• [What to produce] Return the data below unchanged. Drop any pictures.

Segment Start: Records shown

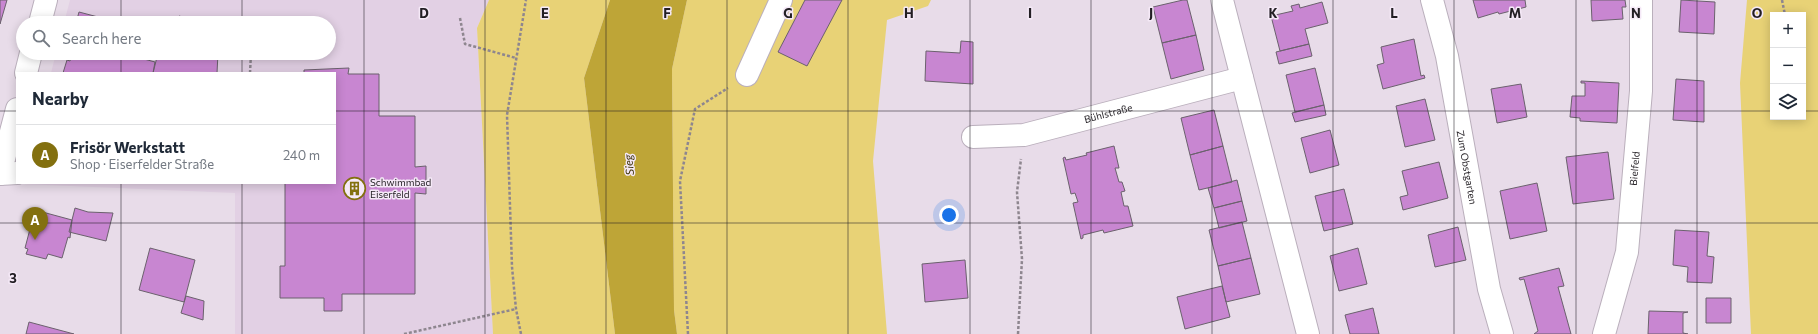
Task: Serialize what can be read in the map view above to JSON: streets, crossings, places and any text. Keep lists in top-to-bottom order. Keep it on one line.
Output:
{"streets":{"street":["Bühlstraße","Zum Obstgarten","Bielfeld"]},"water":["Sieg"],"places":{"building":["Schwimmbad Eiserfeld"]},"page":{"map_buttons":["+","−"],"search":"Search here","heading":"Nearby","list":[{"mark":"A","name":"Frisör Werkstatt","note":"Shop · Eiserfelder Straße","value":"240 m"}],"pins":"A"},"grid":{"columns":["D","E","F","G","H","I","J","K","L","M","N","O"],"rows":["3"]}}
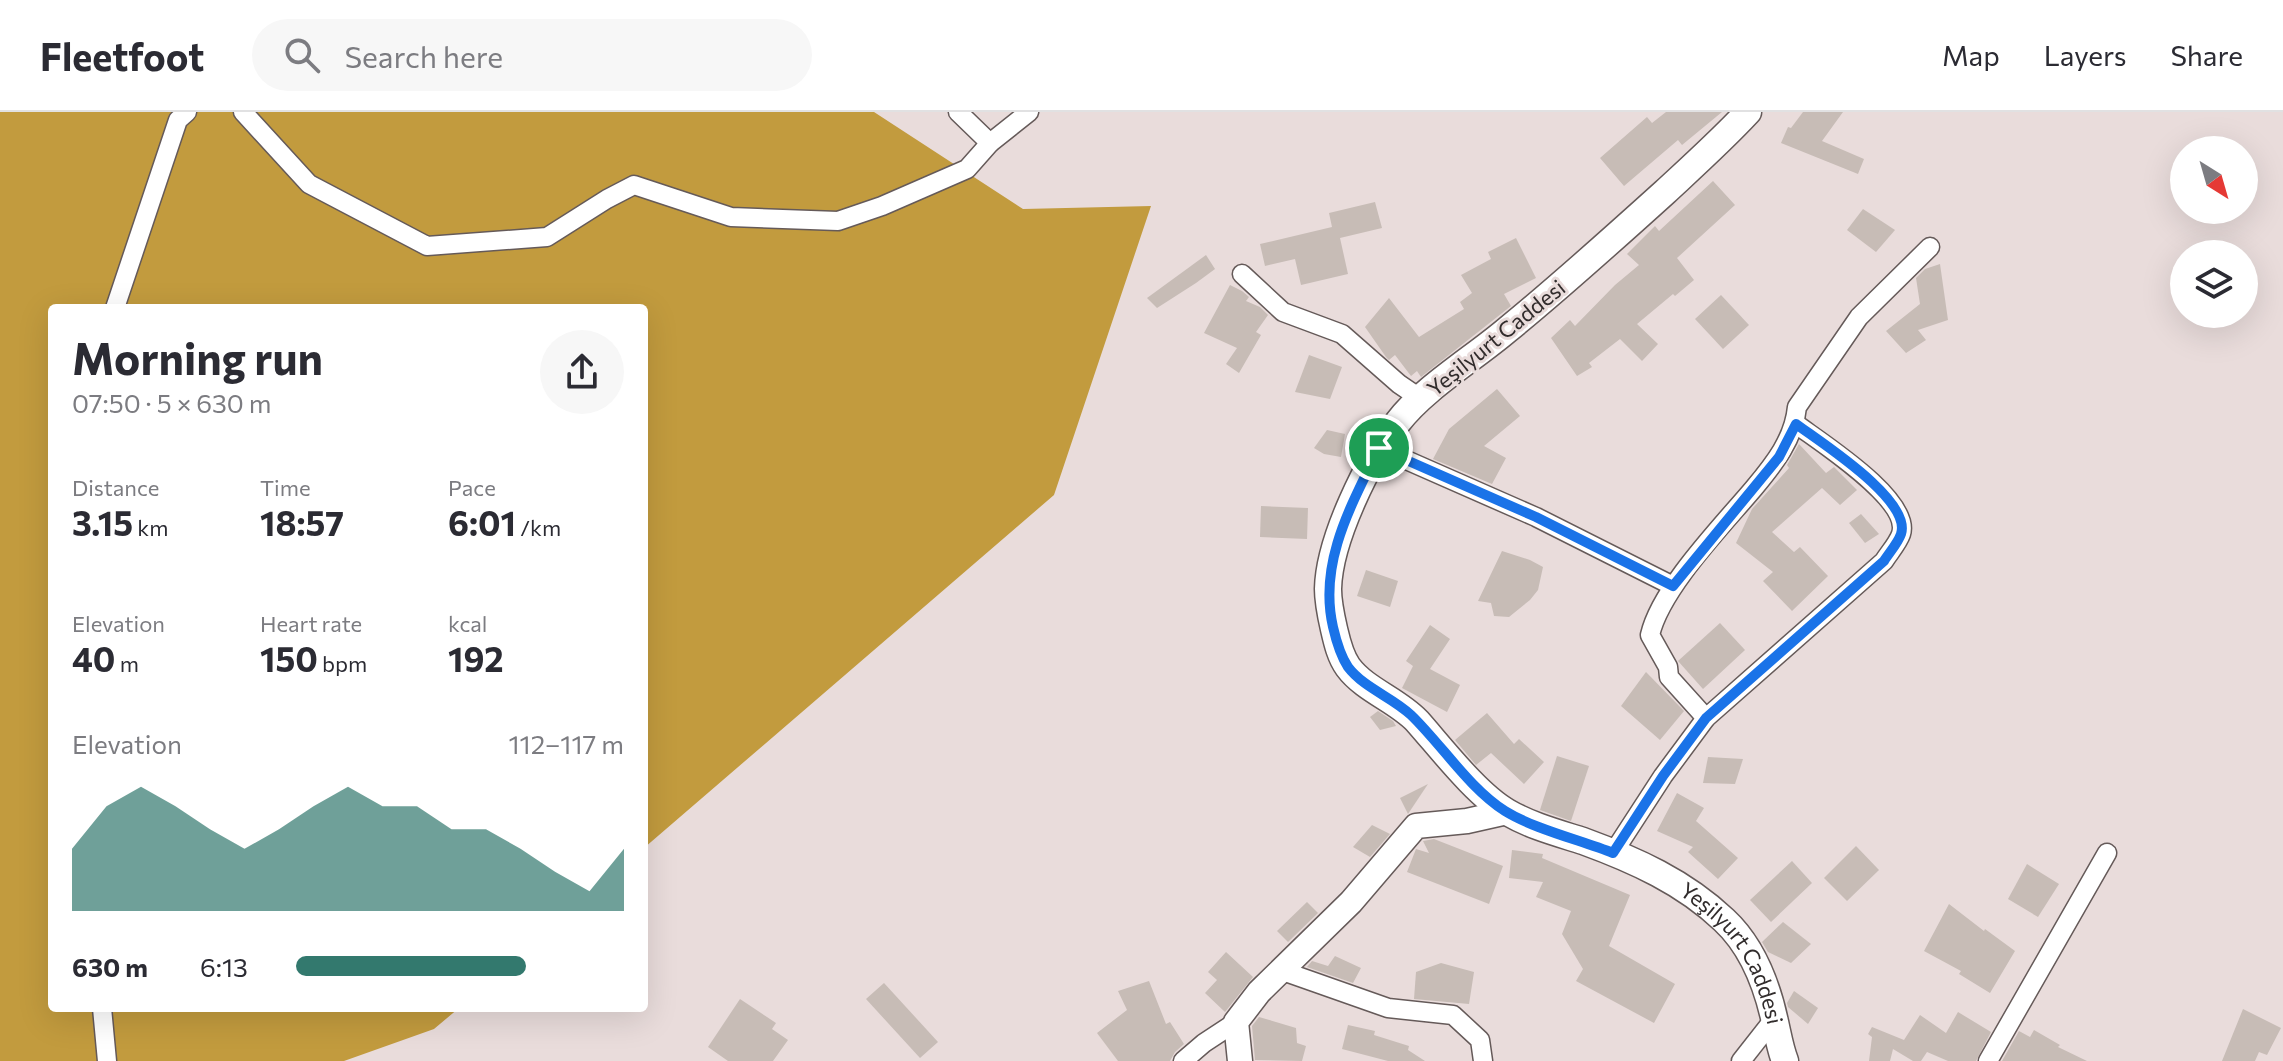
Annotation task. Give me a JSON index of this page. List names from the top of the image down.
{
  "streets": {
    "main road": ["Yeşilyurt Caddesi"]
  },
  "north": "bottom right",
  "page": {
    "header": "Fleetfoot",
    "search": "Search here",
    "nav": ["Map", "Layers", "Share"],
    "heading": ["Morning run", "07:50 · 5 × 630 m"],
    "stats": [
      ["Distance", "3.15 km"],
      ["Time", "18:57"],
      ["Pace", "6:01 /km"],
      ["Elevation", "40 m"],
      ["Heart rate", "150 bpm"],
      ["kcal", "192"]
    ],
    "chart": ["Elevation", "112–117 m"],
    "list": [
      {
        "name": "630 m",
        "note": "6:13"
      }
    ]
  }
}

Segment End: Records shown

• [Solution for this exercise]
Task: Serialize what can be read in the map view above to JSON: streets, crossings, places and any text. Keep lists in top-to-bottom order. Keep it on one line.
Output:
{"streets":{"street":["Bühlstraße","Zum Obstgarten","Bielfeld"]},"water":["Sieg"],"places":{"building":["Schwimmbad Eiserfeld"]},"page":{"map_buttons":["+","−"],"search":"Search here","heading":"Nearby","list":[{"mark":"A","name":"Frisör Werkstatt","note":"Shop · Eiserfelder Straße","value":"240 m"}],"pins":"A"},"grid":{"columns":["D","E","F","G","H","I","J","K","L","M","N","O"],"rows":["3"]}}
Annotation task. Give me a JSON index of this page. List names from the top of the image down.
{
  "streets": {
    "main road": ["Yeşilyurt Caddesi"]
  },
  "north": "bottom right",
  "page": {
    "header": "Fleetfoot",
    "search": "Search here",
    "nav": ["Map", "Layers", "Share"],
    "heading": ["Morning run", "07:50 · 5 × 630 m"],
    "stats": [
      ["Distance", "3.15 km"],
      ["Time", "18:57"],
      ["Pace", "6:01 /km"],
      ["Elevation", "40 m"],
      ["Heart rate", "150 bpm"],
      ["kcal", "192"]
    ],
    "chart": ["Elevation", "112–117 m"],
    "list": [
      {
        "name": "630 m",
        "note": "6:13"
      }
    ]
  }
}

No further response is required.